» **Saved data entries**:
☆ ☆ ☆ ☆

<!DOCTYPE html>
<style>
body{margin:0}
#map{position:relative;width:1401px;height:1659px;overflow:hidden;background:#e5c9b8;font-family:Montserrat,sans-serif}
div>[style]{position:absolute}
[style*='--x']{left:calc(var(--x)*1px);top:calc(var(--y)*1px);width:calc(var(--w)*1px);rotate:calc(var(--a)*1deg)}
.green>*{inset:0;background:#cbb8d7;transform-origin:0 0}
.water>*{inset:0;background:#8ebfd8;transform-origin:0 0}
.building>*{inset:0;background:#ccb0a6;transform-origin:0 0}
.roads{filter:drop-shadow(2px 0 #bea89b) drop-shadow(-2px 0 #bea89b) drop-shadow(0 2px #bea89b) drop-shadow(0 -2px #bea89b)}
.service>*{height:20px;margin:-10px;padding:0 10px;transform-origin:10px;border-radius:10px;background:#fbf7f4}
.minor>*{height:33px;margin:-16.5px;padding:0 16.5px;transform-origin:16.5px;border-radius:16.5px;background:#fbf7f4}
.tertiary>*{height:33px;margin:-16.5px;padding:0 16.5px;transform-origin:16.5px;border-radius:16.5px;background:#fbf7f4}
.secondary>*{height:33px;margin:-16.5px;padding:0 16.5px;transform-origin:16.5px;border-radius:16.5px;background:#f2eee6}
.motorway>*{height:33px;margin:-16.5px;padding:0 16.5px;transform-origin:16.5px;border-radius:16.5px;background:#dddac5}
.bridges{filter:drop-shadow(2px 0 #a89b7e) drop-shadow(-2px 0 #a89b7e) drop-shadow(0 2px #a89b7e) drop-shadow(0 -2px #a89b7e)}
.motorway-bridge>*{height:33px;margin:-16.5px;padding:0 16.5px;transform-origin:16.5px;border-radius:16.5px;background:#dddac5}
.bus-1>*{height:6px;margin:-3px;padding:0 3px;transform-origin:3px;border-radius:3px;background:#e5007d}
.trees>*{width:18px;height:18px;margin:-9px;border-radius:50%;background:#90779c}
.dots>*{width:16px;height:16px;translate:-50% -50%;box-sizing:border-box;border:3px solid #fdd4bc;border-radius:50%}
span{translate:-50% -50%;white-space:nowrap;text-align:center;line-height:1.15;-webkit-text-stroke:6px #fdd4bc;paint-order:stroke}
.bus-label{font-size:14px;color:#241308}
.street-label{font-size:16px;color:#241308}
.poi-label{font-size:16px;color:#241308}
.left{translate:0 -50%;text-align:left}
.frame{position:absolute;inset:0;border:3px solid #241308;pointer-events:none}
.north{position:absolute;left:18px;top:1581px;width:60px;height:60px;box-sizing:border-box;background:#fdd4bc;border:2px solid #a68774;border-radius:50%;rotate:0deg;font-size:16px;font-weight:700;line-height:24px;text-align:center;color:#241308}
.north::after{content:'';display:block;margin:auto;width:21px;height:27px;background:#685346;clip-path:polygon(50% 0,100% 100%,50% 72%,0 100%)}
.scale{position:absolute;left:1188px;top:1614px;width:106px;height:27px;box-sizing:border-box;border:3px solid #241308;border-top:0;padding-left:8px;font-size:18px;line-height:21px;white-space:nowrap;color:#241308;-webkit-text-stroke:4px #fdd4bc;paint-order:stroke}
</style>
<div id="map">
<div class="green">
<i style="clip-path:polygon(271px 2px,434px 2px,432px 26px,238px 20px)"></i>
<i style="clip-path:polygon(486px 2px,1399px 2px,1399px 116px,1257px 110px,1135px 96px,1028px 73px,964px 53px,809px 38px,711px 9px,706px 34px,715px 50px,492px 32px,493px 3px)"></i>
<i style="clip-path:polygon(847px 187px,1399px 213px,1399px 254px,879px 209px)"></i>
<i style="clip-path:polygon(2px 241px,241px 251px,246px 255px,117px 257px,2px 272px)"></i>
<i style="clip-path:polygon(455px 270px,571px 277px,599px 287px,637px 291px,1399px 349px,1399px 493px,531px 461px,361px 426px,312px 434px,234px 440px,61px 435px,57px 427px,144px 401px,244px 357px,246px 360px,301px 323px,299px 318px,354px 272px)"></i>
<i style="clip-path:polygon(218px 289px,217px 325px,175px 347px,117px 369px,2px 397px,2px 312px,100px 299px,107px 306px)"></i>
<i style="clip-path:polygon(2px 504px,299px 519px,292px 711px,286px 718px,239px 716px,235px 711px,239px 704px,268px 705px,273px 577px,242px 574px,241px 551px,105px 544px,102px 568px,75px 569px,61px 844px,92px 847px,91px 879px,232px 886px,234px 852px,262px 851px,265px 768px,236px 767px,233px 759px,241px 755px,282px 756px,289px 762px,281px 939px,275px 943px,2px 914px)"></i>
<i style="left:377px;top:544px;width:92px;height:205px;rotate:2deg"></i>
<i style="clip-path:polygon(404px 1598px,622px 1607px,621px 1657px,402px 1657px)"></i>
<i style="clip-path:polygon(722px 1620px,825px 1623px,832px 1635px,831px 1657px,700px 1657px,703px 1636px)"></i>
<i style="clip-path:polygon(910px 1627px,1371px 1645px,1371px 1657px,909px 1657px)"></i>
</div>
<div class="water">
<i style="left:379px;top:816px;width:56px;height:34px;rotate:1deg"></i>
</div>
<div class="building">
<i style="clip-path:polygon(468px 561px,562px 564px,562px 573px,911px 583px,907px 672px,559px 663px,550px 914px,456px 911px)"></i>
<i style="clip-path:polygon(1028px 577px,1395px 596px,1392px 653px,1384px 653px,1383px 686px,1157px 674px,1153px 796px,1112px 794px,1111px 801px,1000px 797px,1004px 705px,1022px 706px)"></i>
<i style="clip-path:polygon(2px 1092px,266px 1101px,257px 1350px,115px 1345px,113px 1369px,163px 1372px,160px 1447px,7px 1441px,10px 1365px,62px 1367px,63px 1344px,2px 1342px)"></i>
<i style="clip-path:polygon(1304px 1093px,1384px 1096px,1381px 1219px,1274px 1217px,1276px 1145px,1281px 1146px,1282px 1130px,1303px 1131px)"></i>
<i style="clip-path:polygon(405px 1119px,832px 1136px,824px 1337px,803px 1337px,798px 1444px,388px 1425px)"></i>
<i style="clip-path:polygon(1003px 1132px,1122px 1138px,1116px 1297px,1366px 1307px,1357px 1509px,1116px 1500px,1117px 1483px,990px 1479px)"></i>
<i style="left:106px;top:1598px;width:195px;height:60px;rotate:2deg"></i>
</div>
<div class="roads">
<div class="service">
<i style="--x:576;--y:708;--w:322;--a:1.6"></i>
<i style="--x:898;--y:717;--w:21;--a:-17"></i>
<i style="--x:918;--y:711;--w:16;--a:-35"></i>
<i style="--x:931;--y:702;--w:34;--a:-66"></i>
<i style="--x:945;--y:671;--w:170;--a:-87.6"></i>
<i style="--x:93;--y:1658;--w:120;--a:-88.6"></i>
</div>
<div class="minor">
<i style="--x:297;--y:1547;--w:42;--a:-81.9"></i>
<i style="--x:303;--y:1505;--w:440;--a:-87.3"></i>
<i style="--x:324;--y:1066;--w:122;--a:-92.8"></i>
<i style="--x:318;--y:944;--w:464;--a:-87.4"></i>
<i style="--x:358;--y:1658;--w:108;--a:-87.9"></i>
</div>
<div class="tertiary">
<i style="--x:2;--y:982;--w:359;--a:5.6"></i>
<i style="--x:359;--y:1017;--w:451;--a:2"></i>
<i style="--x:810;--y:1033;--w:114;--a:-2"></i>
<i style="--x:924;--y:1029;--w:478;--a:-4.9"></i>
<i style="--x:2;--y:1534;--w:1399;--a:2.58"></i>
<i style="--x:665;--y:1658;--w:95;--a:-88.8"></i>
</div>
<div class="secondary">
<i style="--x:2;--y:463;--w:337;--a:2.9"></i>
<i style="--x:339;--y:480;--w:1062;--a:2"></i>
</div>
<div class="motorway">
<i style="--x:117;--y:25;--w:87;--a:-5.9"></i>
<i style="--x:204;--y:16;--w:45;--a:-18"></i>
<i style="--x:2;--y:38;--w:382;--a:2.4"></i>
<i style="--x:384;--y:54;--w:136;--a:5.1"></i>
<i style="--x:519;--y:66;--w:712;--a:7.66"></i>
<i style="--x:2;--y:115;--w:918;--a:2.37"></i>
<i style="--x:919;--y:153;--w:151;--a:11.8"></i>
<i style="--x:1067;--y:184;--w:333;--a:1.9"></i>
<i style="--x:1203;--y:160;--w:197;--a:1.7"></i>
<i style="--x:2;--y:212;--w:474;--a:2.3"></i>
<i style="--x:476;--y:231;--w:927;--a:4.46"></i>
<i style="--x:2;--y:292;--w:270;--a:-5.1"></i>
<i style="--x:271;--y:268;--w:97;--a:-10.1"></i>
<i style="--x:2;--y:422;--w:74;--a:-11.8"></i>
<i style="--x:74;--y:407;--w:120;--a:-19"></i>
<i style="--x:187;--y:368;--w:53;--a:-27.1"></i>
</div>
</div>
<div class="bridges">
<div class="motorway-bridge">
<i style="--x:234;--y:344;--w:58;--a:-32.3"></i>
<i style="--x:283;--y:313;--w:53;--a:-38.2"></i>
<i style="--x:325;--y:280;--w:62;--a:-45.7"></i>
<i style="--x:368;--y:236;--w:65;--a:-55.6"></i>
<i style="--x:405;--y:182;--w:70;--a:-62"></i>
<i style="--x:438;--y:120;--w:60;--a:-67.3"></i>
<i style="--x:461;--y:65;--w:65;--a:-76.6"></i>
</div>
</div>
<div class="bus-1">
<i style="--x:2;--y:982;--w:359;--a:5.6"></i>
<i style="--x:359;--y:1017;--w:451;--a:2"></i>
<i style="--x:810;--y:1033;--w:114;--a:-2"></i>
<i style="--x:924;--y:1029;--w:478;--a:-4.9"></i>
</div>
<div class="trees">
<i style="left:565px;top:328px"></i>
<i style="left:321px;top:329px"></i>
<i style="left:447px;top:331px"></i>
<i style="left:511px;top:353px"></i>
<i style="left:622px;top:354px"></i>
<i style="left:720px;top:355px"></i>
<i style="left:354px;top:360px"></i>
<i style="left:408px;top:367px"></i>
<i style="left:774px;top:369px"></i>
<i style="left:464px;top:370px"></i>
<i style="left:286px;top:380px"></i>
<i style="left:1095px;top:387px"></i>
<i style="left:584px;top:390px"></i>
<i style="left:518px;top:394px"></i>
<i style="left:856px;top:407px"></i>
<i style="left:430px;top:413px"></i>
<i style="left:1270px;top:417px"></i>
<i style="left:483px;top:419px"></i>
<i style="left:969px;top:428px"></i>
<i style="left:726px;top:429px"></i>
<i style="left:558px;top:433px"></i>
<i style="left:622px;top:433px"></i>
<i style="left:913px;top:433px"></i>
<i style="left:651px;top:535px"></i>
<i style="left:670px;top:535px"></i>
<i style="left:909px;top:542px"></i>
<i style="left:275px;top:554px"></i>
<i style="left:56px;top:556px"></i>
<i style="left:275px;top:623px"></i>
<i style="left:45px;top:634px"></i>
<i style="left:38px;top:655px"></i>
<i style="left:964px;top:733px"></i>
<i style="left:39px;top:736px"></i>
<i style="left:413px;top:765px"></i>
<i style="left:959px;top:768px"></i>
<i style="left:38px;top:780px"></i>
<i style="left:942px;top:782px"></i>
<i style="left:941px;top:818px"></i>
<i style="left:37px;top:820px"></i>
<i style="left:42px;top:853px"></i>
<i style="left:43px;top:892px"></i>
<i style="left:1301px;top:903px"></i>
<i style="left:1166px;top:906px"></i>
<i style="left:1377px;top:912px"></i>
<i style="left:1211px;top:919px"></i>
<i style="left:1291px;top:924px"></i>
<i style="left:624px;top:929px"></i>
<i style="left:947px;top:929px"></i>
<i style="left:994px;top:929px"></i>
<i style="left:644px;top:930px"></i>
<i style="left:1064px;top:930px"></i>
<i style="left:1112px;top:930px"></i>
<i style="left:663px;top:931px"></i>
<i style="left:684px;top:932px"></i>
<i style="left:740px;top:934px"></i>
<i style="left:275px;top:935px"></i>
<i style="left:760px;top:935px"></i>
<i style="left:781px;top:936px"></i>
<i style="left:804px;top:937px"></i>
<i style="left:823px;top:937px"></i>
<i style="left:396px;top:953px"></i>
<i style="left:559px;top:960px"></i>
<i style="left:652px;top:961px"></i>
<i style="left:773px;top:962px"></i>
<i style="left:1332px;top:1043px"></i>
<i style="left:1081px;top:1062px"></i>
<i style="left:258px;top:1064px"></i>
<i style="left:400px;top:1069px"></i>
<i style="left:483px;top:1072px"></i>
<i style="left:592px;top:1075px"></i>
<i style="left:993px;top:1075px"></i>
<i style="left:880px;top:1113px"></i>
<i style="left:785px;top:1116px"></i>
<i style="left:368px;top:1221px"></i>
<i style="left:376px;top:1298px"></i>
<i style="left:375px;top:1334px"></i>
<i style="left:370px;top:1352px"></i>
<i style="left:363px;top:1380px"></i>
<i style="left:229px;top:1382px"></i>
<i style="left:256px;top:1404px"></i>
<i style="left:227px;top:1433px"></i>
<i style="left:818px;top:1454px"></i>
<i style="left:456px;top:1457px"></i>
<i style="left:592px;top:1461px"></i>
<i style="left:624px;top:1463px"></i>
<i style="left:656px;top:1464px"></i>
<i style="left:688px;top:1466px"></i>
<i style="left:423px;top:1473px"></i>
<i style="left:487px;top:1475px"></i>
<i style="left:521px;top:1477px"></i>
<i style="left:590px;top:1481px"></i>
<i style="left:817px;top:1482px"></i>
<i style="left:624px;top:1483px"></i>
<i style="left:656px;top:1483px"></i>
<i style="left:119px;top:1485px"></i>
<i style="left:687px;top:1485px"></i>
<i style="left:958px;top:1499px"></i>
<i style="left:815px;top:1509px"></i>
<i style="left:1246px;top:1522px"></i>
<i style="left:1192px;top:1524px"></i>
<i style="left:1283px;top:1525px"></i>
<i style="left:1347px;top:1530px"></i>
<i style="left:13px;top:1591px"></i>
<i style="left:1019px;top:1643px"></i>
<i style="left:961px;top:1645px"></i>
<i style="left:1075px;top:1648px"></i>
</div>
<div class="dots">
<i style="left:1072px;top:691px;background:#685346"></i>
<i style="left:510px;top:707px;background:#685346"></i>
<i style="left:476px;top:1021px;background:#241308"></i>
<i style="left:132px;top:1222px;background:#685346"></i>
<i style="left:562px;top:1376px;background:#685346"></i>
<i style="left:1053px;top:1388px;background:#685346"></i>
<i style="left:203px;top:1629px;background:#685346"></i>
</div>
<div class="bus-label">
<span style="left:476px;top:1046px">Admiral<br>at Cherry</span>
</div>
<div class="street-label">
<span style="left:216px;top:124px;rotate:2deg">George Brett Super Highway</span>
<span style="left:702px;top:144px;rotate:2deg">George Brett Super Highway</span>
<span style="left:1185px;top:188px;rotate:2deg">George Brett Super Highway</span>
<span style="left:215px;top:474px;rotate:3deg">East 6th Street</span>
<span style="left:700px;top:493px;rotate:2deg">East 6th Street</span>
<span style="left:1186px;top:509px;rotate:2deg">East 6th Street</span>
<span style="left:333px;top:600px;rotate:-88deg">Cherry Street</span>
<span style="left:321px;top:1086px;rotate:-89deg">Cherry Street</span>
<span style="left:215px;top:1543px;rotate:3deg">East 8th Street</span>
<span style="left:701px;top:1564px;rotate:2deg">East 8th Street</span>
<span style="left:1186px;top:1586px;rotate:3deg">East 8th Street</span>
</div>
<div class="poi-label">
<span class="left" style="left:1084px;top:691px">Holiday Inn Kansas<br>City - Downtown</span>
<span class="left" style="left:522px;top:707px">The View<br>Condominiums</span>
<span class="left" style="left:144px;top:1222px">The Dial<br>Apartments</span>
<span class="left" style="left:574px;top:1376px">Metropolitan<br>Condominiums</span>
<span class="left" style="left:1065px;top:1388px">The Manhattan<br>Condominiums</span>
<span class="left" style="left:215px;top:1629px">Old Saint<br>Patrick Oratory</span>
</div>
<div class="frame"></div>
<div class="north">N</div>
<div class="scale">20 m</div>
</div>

☆ ☆ ☆ ☆

» **Task directions**:
Across the entries above, tally every line that includes the string "green", then state only the count.

» **Task output**:
2